Introduction Forecast Analysis

OOS, an easy start

In this simple vignette, we will get started with a simple forecasting example of interest to many people, the unemployment rate of the United States. We will proceed by 1) downloading economic data from FRED, 2) creating a collection of univariate and multivariate forecasts, 3) combining all our forecasts to create new, and hopefully more accurate, forecasts, 4) evaluate our forecast errors and, 5) visualize our most promising forecasts.

Disclaimer: this writing is meant to be a simple example highlighting the workflow of the OOS package. That being said, the US macroeconomy is an erdogic system, a fact that is ignored for this analysis. As a result, there are several important steps to the time series analysis ignored and this should not be taken as advice on how to forecast the US unemployment rate for any type of actionable decision making.

0. Environment

For the purposes of this vignette, we will load the general purpose tidyverse for data cleaning and the OOS package for forecasting.

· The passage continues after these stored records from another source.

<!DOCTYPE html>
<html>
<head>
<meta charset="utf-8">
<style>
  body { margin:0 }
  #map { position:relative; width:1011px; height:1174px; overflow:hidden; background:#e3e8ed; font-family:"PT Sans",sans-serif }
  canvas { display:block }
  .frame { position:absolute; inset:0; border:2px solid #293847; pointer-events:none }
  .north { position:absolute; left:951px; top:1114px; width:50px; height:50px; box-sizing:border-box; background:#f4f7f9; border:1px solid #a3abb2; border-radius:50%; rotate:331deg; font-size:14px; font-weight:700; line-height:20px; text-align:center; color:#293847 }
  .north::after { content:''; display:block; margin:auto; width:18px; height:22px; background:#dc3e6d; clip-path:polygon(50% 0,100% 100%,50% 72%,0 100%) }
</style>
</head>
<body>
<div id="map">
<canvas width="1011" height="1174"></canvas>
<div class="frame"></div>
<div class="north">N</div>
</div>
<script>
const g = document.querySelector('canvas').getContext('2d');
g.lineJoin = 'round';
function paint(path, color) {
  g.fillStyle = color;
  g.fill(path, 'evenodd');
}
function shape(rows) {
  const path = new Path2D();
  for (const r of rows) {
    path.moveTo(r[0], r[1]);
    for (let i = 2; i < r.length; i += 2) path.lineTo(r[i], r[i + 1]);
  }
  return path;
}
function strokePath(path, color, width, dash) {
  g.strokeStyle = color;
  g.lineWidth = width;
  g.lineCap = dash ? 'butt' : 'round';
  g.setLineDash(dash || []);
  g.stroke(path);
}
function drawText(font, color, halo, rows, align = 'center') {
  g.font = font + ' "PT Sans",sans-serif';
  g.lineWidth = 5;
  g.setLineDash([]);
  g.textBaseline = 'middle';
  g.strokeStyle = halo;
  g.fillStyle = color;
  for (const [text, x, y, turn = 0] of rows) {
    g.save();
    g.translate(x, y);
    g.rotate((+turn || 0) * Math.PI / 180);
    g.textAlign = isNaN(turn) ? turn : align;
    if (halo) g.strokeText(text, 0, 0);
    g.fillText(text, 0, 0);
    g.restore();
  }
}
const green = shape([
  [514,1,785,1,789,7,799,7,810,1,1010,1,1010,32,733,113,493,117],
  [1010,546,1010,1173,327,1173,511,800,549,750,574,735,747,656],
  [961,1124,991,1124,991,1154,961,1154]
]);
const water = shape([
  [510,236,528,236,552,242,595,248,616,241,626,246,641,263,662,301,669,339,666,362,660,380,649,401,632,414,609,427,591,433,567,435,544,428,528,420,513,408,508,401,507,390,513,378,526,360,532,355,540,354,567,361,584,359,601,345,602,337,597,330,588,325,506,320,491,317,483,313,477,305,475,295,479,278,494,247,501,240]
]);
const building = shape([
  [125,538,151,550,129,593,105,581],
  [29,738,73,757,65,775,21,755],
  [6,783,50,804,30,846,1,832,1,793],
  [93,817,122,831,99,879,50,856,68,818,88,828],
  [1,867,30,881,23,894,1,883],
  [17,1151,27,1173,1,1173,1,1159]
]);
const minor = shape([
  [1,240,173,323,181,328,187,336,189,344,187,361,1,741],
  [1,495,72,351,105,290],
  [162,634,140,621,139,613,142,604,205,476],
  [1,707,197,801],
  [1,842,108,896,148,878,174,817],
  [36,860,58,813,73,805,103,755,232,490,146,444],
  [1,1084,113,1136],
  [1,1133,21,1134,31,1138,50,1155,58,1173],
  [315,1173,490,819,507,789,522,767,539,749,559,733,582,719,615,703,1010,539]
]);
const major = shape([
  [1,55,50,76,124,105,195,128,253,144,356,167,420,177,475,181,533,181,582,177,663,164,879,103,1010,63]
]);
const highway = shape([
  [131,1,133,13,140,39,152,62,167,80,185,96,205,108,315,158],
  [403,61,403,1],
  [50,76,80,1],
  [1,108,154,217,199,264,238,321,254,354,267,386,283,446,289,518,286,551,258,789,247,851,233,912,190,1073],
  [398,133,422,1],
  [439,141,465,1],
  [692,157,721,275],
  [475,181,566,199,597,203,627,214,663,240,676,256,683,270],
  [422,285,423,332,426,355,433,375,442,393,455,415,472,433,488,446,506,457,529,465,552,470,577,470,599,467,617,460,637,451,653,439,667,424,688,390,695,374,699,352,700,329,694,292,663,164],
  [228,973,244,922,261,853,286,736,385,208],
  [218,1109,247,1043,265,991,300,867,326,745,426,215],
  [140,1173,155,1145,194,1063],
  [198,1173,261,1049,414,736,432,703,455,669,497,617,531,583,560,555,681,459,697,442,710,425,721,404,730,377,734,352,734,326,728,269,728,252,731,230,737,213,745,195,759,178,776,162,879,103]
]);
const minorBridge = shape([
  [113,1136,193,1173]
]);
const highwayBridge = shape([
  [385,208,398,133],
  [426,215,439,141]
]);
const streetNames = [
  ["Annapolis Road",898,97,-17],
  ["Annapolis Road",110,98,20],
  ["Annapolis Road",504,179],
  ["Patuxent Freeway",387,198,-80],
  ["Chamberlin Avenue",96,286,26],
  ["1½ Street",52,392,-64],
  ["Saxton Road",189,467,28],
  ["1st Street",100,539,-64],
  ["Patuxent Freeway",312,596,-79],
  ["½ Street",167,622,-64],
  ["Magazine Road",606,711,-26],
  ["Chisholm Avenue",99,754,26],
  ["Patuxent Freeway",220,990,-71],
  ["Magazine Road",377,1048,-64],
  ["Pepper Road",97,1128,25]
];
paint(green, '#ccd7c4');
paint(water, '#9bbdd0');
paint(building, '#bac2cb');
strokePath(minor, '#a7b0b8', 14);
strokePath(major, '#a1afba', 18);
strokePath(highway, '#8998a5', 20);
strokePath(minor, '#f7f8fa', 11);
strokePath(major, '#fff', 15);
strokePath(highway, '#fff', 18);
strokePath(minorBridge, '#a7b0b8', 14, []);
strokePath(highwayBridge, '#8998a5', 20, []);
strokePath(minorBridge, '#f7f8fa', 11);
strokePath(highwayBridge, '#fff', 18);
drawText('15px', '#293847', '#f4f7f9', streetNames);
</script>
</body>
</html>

However, note that OOS does not require tidyverse be loaded globally, this is purely for the ease of exposition.

1. Data

As we are are seeking to forecast the unemployment rate, we will obviously need to beging by acquiring the time series data. Moreover, as we will be taking advantage of multivariate techniques, we will also look towards aquiring related economic time series, namely industrial production (as a monthly proxy for output), and the 10-year constant maturity Treasury yield (as a proxy for interest rates).

For our data we will turn to FRED (a repository of global economic data, currated by the Federal Reserve Bank of St. Louis).

# pull data 
quantmod::getSymbols.FRED(
    c('UNRATE','INDPRO','GS10'), 
    env = globalenv())
## Registered S3 method overwritten by 'quantmod':
##   method            from
##   as.zoo.data.frame zoo
## [1] "UNRATE" "INDPRO" "GS10"
# format data 
Data = cbind(UNRATE, INDPRO, GS10) 
Data = data.frame(Data, date = zoo::index(Data))

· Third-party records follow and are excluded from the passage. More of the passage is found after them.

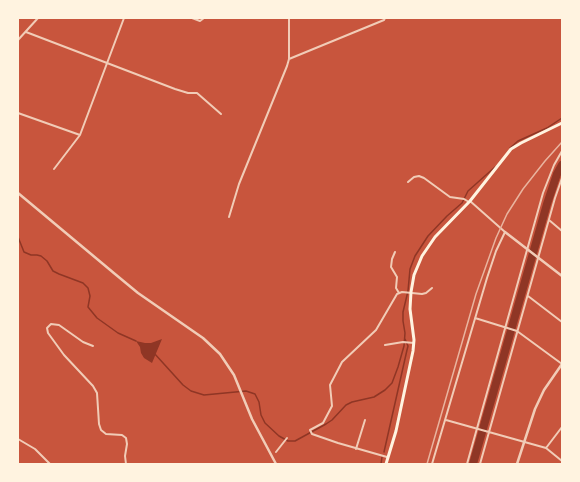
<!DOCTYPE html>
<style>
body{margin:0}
#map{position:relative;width:580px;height:482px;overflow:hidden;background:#c8553d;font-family:Raleway,sans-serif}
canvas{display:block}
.frame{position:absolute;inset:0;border:19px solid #fff3e0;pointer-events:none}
</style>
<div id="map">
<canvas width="580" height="482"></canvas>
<div class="frame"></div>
</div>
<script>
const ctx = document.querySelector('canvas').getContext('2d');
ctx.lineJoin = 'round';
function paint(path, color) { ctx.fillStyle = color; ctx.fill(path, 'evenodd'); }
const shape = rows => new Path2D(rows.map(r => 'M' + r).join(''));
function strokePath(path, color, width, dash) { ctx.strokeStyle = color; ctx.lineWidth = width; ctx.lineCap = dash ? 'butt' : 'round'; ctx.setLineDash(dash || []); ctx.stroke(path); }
const water = shape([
 [162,339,152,363,144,358,141,353,140,347,136,341,145,343,151,343]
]);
const stream = shape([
 [510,148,518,141,547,128,562,118],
 [18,237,24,252,31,255,37,255,41,256,47,261,53,271,59,274,83,283,88,288,90,296,88,307,97,318,118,333,136,341],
 [154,353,183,385,191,391,204,395,246,391,255,394,259,402,261,415,265,423,279,436,288,441,295,441,326,424,332,420,346,405,352,402,374,397,385,390,392,383,398,367,404,346,405,333,403,321,403,312,408,291,410,269,415,256,428,236,447,216,462,203,468,191,495,167],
 [384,452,407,350,408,346,405,339],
 [381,464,382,457]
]);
const river = shape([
 [473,464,547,204,557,174,562,165]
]);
const minor = shape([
 [192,18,200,21,204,18],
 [26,32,175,89,188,93,197,93,221,114],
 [18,40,38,18],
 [289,59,384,20,385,18],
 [18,113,80,135],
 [54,169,80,135,124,18],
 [408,182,414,177,419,176,424,178,450,197,464,199,469,202],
 [229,217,239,184,287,66,289,59,289,18],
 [549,220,562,231],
 [395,252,392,259,391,267,397,277,396,288,399,293],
 [528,296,562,322],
 [475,318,517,331,562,364],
 [385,345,403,342,414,343],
 [93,346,83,342,59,325,51,324,47,328,48,333,64,355,93,386,97,393,99,424,101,430,106,434,122,435,126,438,127,444,125,456,126,464],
 [446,420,546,448,562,461],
 [18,439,35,449,50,464],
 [546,448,562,427],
 [356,449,365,420],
 [276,452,287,438],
 [387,457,338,443,312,434,310,430,323,423,332,406,330,385,342,362,376,330,397,294,402,292,422,294,426,293,432,288],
 [432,464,487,278,496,251,505,232,470,201],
 [467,464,543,193,554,165,562,151],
 [480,464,555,198,562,178]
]);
const tertiary = shape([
 [18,193,115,274,138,293,203,338,220,354,234,375,252,419,276,464],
 [505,232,562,276],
 [517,464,535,409,544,390,562,364]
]);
const secondary = shape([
 [386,464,396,431,413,351,414,340,410,309,411,292,414,275,422,256,435,237,470,201,511,149,521,143,562,123]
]);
const rail = shape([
 [427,464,476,294,496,238,507,214,523,189,545,161,562,142]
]);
paint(water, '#8f3625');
strokePath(stream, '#8f3625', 1.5);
strokePath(river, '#8f3625', 8);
strokePath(minor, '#f1ccb7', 2);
strokePath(tertiary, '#f1ccb7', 2.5);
strokePath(secondary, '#fff3e0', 3);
strokePath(rail, '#e9b49f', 1.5);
</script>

One will note that once we downloaded the data from FRED, we additionally combined all of the series into a data.frame with a column named date. We do this because OOS forecasting routines can accept two general data formats:

  1. a standard R time series object, including ts, xts, or zoo objects
  2. a generic data.frame with only one requirement, there is a date column named “date”, used to index the forecasting data

As the data.frame option is non-standard, it is what we demonstrate in this vignette.

Having downloaded our time series, we next inspect our new data.

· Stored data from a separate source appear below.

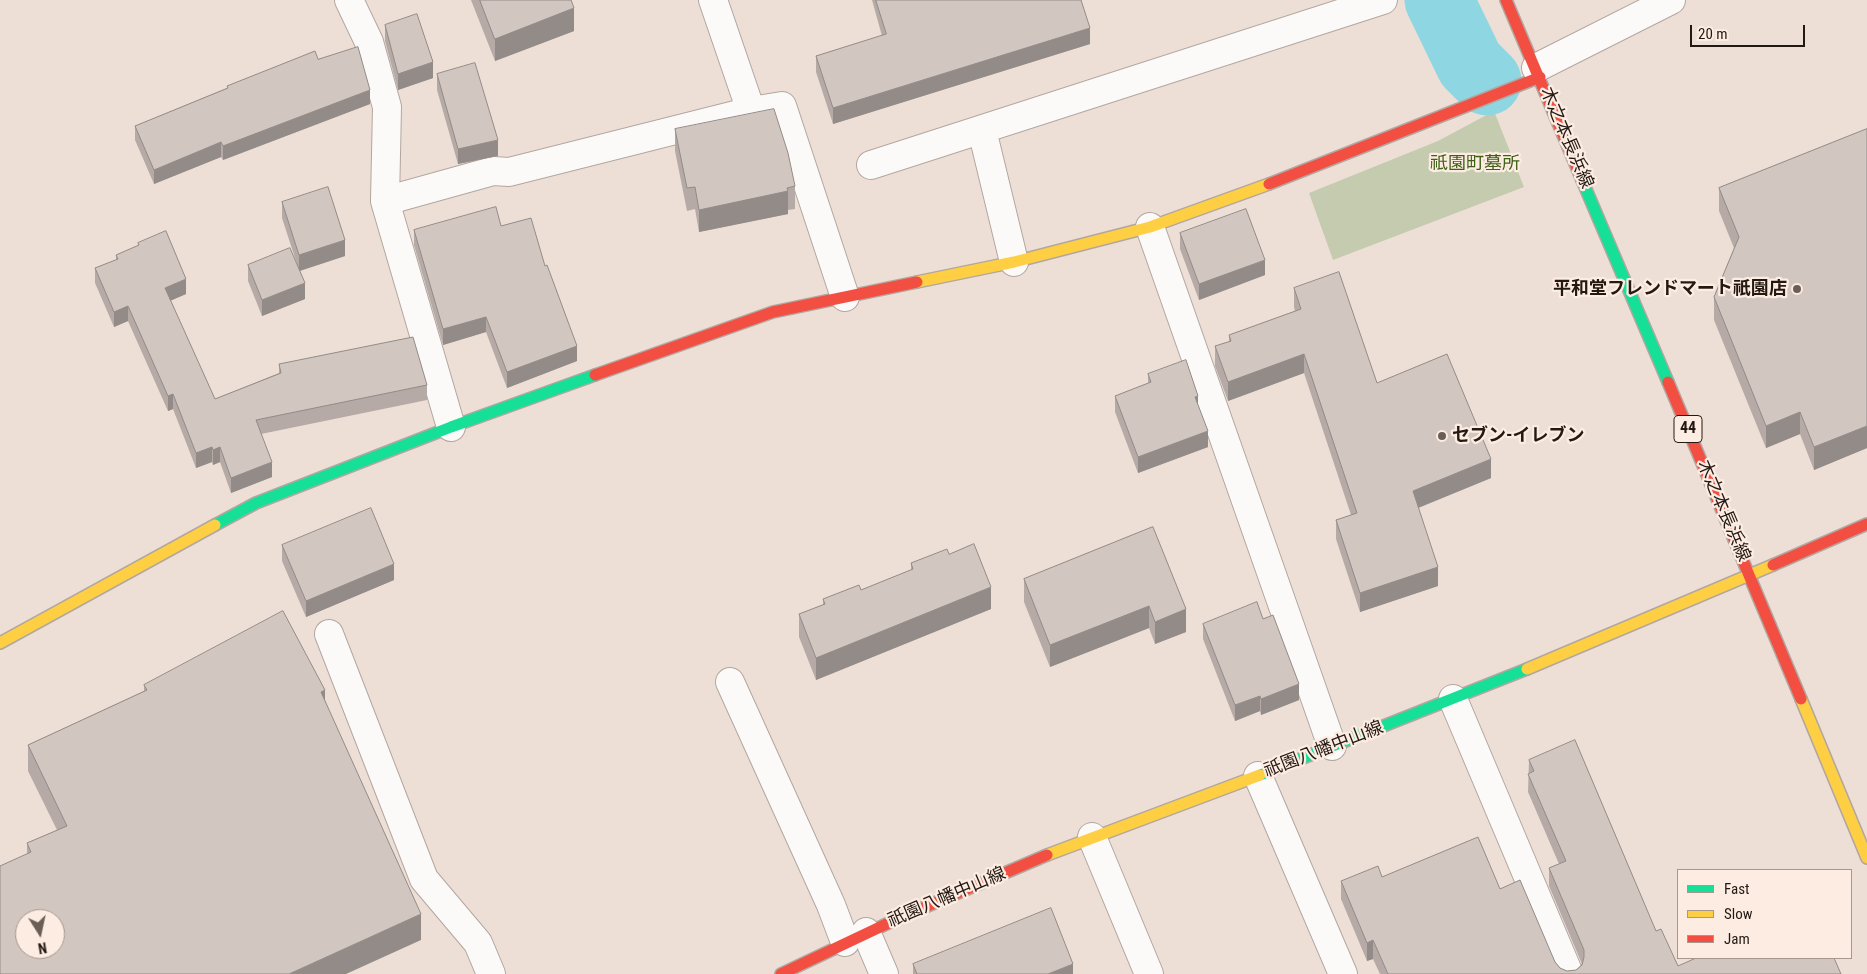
<!DOCTYPE html>
<html>
<head>
<meta charset="utf-8">
<style>
	body { margin:0 }
	#map { position:relative; width:1867px; height:974px; overflow:hidden; background:#eddfd6; font-family:"Roboto Condensed",sans-serif }
	canvas { display:block }
	.legend { position:absolute; left:1677px; top:869px; width:175px; height:90px; box-sizing:border-box; background:#fdece2; border:1px solid #a6988f; margin:0; padding:6px 9px; list-style:none; font-size:15px; color:#231913 }
	.legend li { display:flex; align-items:center; gap:10px; height:25px }
	.legend b { width:25px; border:1px solid #a6988f }
	.north { position:absolute; left:15px; top:909px; width:50px; height:50px; box-sizing:border-box; background:#fdece2; border:1px solid #a6988f; border-radius:50%; rotate:170deg; font-size:14px; font-weight:700; line-height:20px; text-align:center; color:#231913 }
	.north::after { content:''; display:block; margin:auto; width:18px; height:22px; background:#6a5e57; clip-path:polygon(50% 0,100% 100%,50% 72%,0 100%) }
	.scale { position:absolute; left:1690px; top:25px; width:115px; height:22px; box-sizing:border-box; border:2px solid #231913; border-top:0; padding-left:6px; font-size:15px; line-height:18px; white-space:nowrap; color:#231913; -webkit-text-stroke:4px #fdece2; paint-order:stroke }
</style>
</head>
<body>
<div id="map">
<canvas width="1867" height="974"></canvas>
<ul class="legend">
<li><b style="height:6px;background:#16e098"></b>Fast</li>
<li><b style="height:6px;background:#ffcf43"></b>Slow</li>
<li><b style="height:6px;background:#f24e42"></b>Jam</li>
</ul>
<div class="north">N</div>
<div class="scale">20 m</div>
</div>
<script>
const ctx = document.querySelector('canvas').getContext('2d');
ctx.lineJoin = 'round';
function paint(path, color) {
  ctx.fillStyle = color;
  ctx.fill(path, 'evenodd');
}
function trace(path, color, width, dash) {
  ctx.strokeStyle = color;
  ctx.lineWidth = width;
  ctx.lineCap = dash ? 'butt' : 'round';
  ctx.setLineDash(dash || []);
  ctx.stroke(path);
}
function drawText(font, color, halo, rows, align = 'center') {
  ctx.font = font + ' "Roboto Condensed","Noto Sans JP",sans-serif';
  ctx.lineWidth = 4.5;
  ctx.setLineDash([]);
  ctx.textBaseline = 'middle';
  ctx.strokeStyle = halo;
  ctx.fillStyle = color;
  for (const [text, x, y, turn = 0] of rows) {
    ctx.save();
    ctx.translate(x, y);
    ctx.rotate((+turn || 0) * Math.PI / 180);
    ctx.textAlign = isNaN(turn) ? turn : align;
    if (halo) ctx.strokeText(text, 0, 0);
    ctx.fillText(text, 0, 0);
    ctx.restore();
  }
}
paint(new Path2D(`
	M1494,111L1524,187L1333,260L1309,193L1438,141Z`), '#c4cbaf');
trace(new Path2D(`
	M1439,0L1470,64L1487,81`), '#8ed7e2', 69);
const street = new Path2D(`
	M349,0L369,42L387,107L385,201L451,427
	M713,0L751,111
	M1536,68L1671,0
	M982,130L1014,262
	M871,165L1383,0
	M385,201L493,171L509,172L751,111L782,106L845,297
	M1150,227L1332,746
	M329,634L424,879L478,943L491,974
	M730,682L831,905L845,942
	M1453,699L1569,974
	M1258,776L1343,974
	M1092,837L1149,974
	M866,932L884,974`);
const fast = new Path2D(`
	M1582,180L1668,382
	M215,525L256,503L451,427L595,375
	M1260,775L1527,669`);
const slow = new Path2D(`
	M917,282L1014,262L1150,227L1269,184
	M0,643L215,525
	M1527,669L1773,565
	M1801,699L1867,858
	M1047,855L1260,775`);
const jam = new Path2D(`
	M1506,0L1582,180
	M1269,184L1540,77
	M595,375L773,312L917,282
	M1668,382L1801,699
	M1773,565L1867,524
	M781,974L897,919L1047,855`);
trace(street, '#b2a7a0', 30);
trace(fast, '#b2a7a0', 14);
trace(slow, '#b2a7a0', 14);
trace(jam, '#b2a7a0', 14);
trace(street, '#fcfaf9', 28);
trace(fast, '#16e098', 11);
trace(slow, '#ffcf43', 11);
trace(jam, '#f24e42', 11);
paint(new Path2D(`
	M471,0H571L574,31L495,61Z
	M872,0H1081L1090,44L833,124L816,72V56L882,36Z
	M385,25L433,78L398,90L385,41Z
	M318,59L370,104L223,160L221,157L154,184L135,140V126L227,88V86Z
	M437,74L498,156L458,164L437,90Z
	M675,129L795,186V209L788,210V214L699,232L695,209L687,211L675,151Z
	M1867,129V448L1814,470L1800,434L1766,448L1714,320V297L1734,248L1719,211V188Z
	M282,202L345,256L300,271L305,299L262,316L248,281V265L297,264L282,218Z
	M501,226L545,266L577,361L507,388L486,332L443,345L414,245V230Z
	M1180,233L1265,275L1199,300L1180,249Z
	M138,243L186,294L170,301L215,399L279,373V364L427,385V400L261,434L272,477L231,493L220,462L213,465L212,462L196,468L173,409L168,411L128,321L114,327L95,283V268L116,260V255L138,246Z
	M1294,288L1377,383L1491,478L1418,508L1438,586L1360,612L1336,539V520L1351,515L1304,373L1228,401L1215,366V346L1229,342V335L1295,311L1294,307Z
	M1148,374L1198,405L1208,447L1138,473L1115,412V396L1148,383Z
	M1153,527L1186,632L1155,644L1149,628L1050,667L1024,602V579Z
	M282,545L394,580L306,617L282,561Z
	M949,554L991,609L816,680L799,637V614L823,605V599L861,590L911,570V563Z
	M1263,619L1299,700L1261,715L1260,711L1235,721L1203,639V624Z
	M144,685L325,701L421,940L27,854V843L57,830L28,771V745L144,691Z
	M1529,760L1656,931L1678,966L1841,974H1380L1373,959L1367,961L1341,899V881L1382,877L1500,889L1560,968L1567,971L1576,970L1582,964L1549,886V868L1559,864L1528,792Z
	M913,964L1073,974H913Z`), '#b5aaa6');
paint(new Path2D(`
	M574,8V31L495,61V39Z
	M1090,28V44L833,124V108Z
	M433,62V78L398,90V74Z
	M370,90V104L223,160V146Z
	M498,140V156L458,164V149Z
	M221,142V157L154,184V170Z
	M788,191V214L699,232V210Z
	M345,240V256L299,271V255Z
	M1265,260V275L1199,300V284Z
	M186,279V294L165,303V288Z
	M305,283V299L262,316V300Z
	M128,306V321L114,327V312Z
	M486,317V332L443,345V329Z
	M577,346V361L507,388V372Z
	M1304,354V373L1228,401V382Z
	M173,394V409L168,411V396Z
	M1198,396V412L1195,397Z
	M1800,412V434L1766,448V426Z
	M1867,426V448L1814,470V447Z
	M1208,431V447L1138,473V457Z
	M212,447V462L196,468V453Z
	M220,447V462L213,465V450Z
	M1491,459V478L1413,510V491Z
	M272,462V477L231,493V478Z
	M394,564V580L306,617V601Z
	M1438,567V586L1360,612V593Z
	M991,587V609L816,680V658Z
	M1149,606V628L1050,667V645Z
	M1186,609V632L1155,644V622Z
	M1299,684V700L1261,715V699Z
	M325,690V715L321,692Z
	M1260,696V711L1235,721V705Z
	M421,914V940L346,974H289Z
	M1373,940V959L1367,961V943Z
	M1073,964V974H1048Z`), '#938b87');
const building = new Path2D(`
	M480,0H571L574,8L495,39Z
	M876,0H1081L1090,28L833,108L816,56L886,34Z
	M417,14L433,62L398,74L385,25Z
	M358,47L370,90L223,146L221,142L154,170L135,126L228,88L227,86L315,51L318,59Z
	M475,63L498,140L458,149L437,74Z
	M774,109L788,153L795,186L787,188L788,191L699,210L695,187L687,188L675,129Z
	M1867,129V426L1814,447L1800,412L1766,426L1714,297L1739,237L1719,188Z
	M328,187L345,240L299,255L282,202Z
	M496,207L501,226L531,218L545,266L547,265L577,346L507,372L486,317L443,329L414,230Z
	M1246,209L1265,260L1199,284L1180,233Z
	M166,231L186,279L165,288L215,399L281,373L279,364L413,337L427,385L256,420L272,462L231,478L220,447L213,450L212,447L196,453L173,394L168,396L128,306L114,312L95,268L118,259L116,255L139,245L138,243Z
	M290,248L305,283L262,300L248,265Z
	M1339,272L1377,383L1447,354L1491,459L1413,491L1438,567L1360,593L1336,520L1357,513L1304,354L1228,382L1215,346L1231,341L1229,335L1301,309L1294,288Z
	M1186,360L1198,396L1195,397L1208,431L1138,457L1115,396L1151,382L1148,374Z
	M371,508L394,564L306,601L282,545Z
	M1153,527L1186,609L1155,622L1149,606L1050,645L1024,579Z
	M974,544L991,587L816,658L799,614L825,604L823,599L859,585L861,590L913,569L911,563L947,549L949,554Z
	M1257,602L1263,619L1273,615L1299,684L1261,699L1260,696L1235,705L1203,624Z
	M283,611L325,690L321,692L421,914L289,974H0V866L31,852L27,843L67,826L28,745L147,690L144,685ZM25,919H55V949H25Z
	M1575,740L1656,931L1661,929L1678,966L1696,958H1834L1841,974H1388L1373,940L1367,943L1341,881L1378,866L1382,877L1478,837L1500,889L1520,880L1555,962L1560,968L1567,971L1576,970L1582,965L1584,957V950L1549,868L1566,861L1528,774L1534,771L1529,760Z
	M1051,908L1073,964L1048,974H917L913,964Z`);
paint(building, '#d2c6c1');
trace(building, '#938b87', 1);
for (const [x, y, r, color] of [
	[1797,289,5,"#6a5e57"],
	[1442,436,5,"#6a5e57"]
]) {
  const dot = new Path2D();
  dot.arc(x, y, r, 0, 2 * Math.PI);
  ctx.fillStyle = color;
  ctx.fill(dot);
  trace(dot, '#fdece2', 2);
}
for (const [x, y, w] of [
	[1688,429,28]
]) {
  const box = new Path2D();
  box.roundRect(x - w / 2, y - 13.5, w, 27, 4);
  ctx.fillStyle = '#fdece2';
  ctx.fill(box);
  trace(box, '#231913', 1);
}
drawText('bold 16px', '#231913', null, [
	["44",1688,429]
]);
drawText('18px', '#231913', '#fdece2', [
	["木之本長浜線",1566,138,67],
	["木之本長浜線",1723,511,67],
	["祇園八幡中山線",1324,750,-21],
	["祇園八幡中山線",947,898,-23]
]);
drawText('18px', '#3d5f16', '#fdece2', [
	["祇園町墓所",1475,164]
]);
drawText('bold 18px', '#231913', '#fdece2', [
	["平和堂フレンドマート祇園店",1787,289],
	["セブン-イレブン",1452,436,"left"]
], 'right');
</script>
</body>
</html>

# basic plot of the unemployment time series 
plot(UNRATE)

# basic plot of the industrial production time series 
plot(INDPRO)

# basic plot of the 10-year Treasury yield time series 
plot(GS10)

Upon inspection it becomes clear that industrial production and the 10-year Treasury yield are trending series (i.e. they are non-stationary). And yes, there are formal tests we could conduct to test this hypothesis, as well as with the unemployment rate, but for the purposes of this example we will take their trends, or lack thereof, as given. We will transform the industrial production to a year-over-year percent growth rate and the 10-year Treasury yield to a month-over-month percentage point change.

# make industrial production and 10-year Treasury stationary
Data = Data %>%
  mutate(GS10 = GS10 - dplyr::lag(GS10), 
         INDPRO = (INDPRO - lag(INDPRO, 12))/lag(INDPRO, 12)) 

# start data when all three variables are available
# (this is not necessary, but it will suppress warnings for us)
Data = filter(Data, date >= as.Date('1954-01-01'))

Now that we have our data, we can forecast.